(Stored data)
_ _ _ _ _ _ _

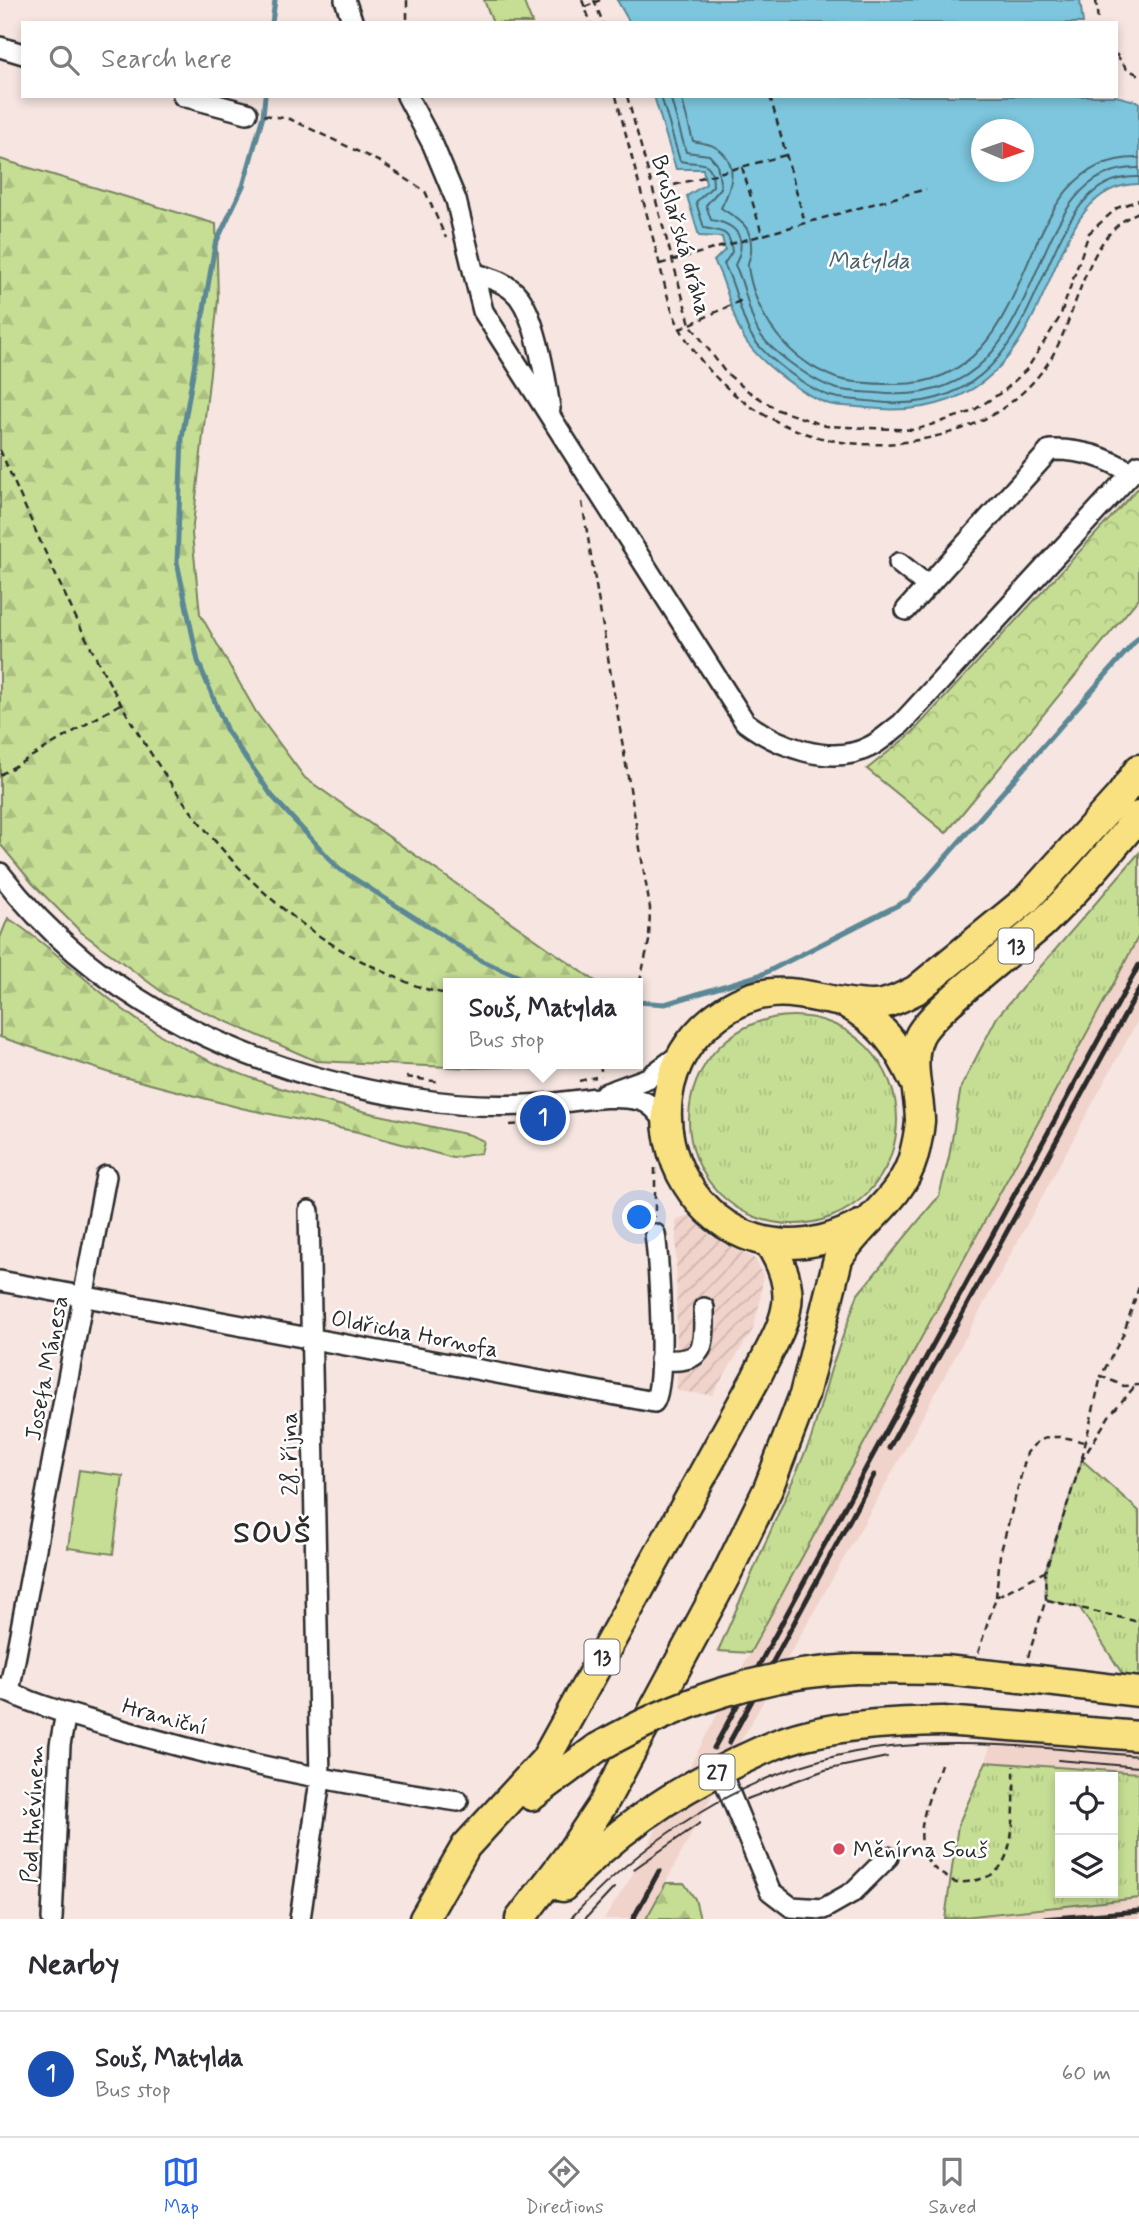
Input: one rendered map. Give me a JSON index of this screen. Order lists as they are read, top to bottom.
{
  "streets": {
    "highway": ["13", "27"],
    "street": [
      "Oldřicha Hornofa",
      "Josefa Mánesa",
      "28. října",
      "Hraniční",
      "Pod Hněvínem"
    ],
    "path": ["Bruslařská dráha"]
  },
  "crossings": [
    ["Oldřicha Hornofa", "Josefa Mánesa"],
    ["Oldřicha Hornofa", "28. října"],
    ["Josefa Mánesa", "Hraniční"],
    ["28. října", "Hraniční"],
    ["Hraniční", "Pod Hněvínem"]
  ],
  "districts": ["SOUŠ"],
  "water": ["Matylda"],
  "places": ["Měnírna Souš"],
  "north": "right",
  "page": {
    "search": "Search here",
    "popup": ["Souš, Matylda", "Bus stop"],
    "pins": "1",
    "heading": "Nearby",
    "list": [
      {
        "mark": "1",
        "name": "Souš, Matylda",
        "note": "Bus stop",
        "value": "60 m"
      }
    ],
    "nav": ["Map", "Directions", "Saved"]
  }
}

_ _ _ _ _ _ _

**Required work:**
State the count of lines in the data holding the word "Hornofa", adding nothing to it.

**Task result:**
3